Prompt:
The entries are to be given back verbatim; no picture is to be copied.
______________________________
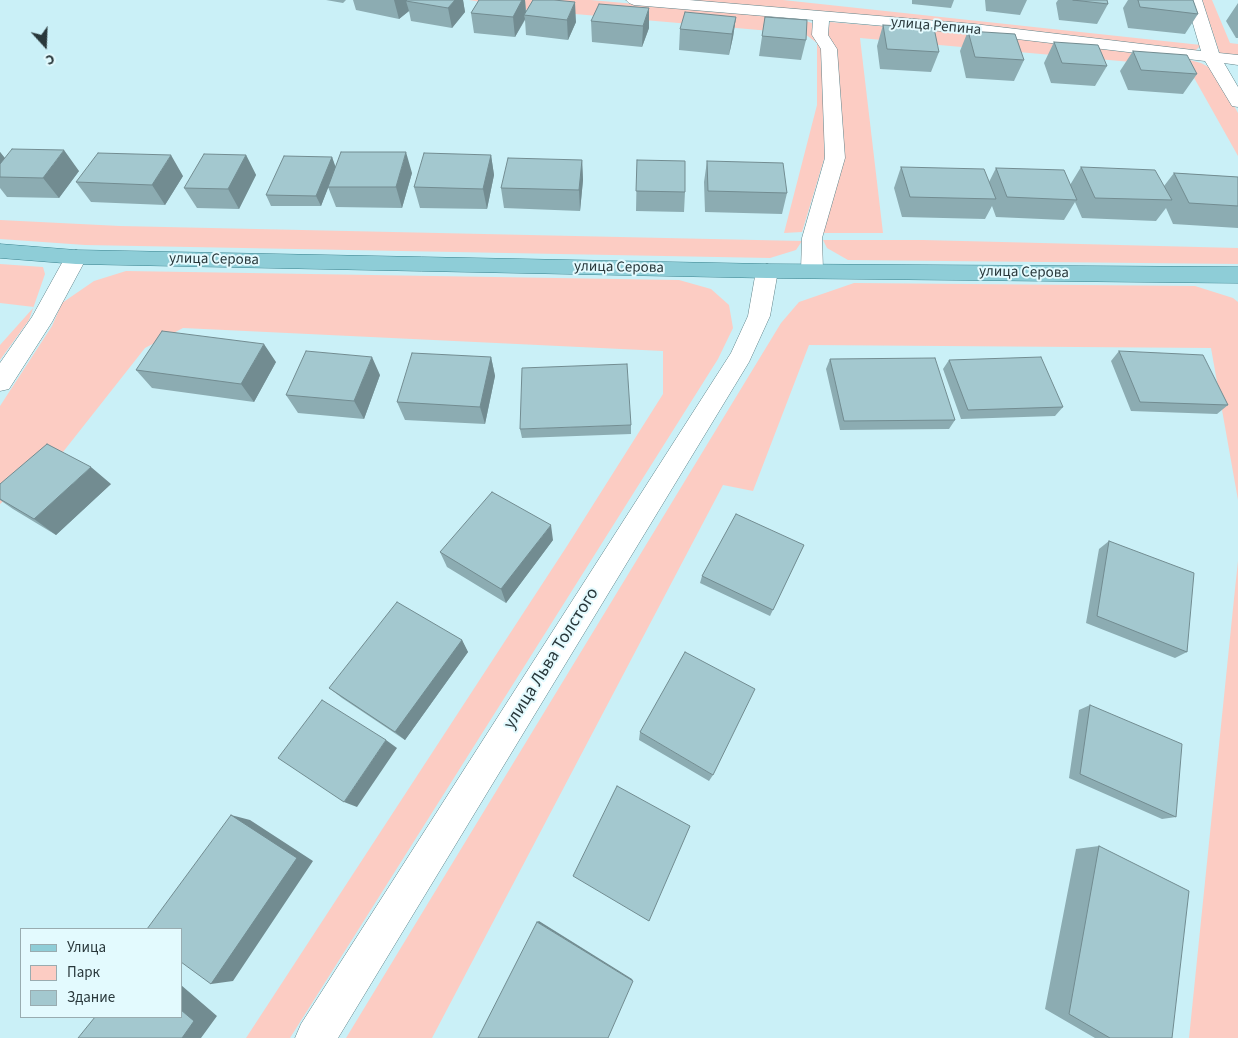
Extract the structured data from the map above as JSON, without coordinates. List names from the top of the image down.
{
  "streets": {
    "main road": ["улица Серова"],
    "street": ["улица Репина", "улица Льва Толстого"]
  },
  "crossings": [
    ["улица Серова", "улица Льва Толстого"]
  ],
  "legend": ["Улица", "Парк", "Здание"],
  "north": "bottom"
}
______________________________
Problem solution:
Extract the structured data from the map above as JSON, without coordinates. List names from the top of the image down.
{
  "streets": {
    "main road": ["улица Серова"],
    "street": ["улица Репина", "улица Льва Толстого"]
  },
  "crossings": [
    ["улица Серова", "улица Льва Толстого"]
  ],
  "legend": ["Улица", "Парк", "Здание"],
  "north": "bottom"
}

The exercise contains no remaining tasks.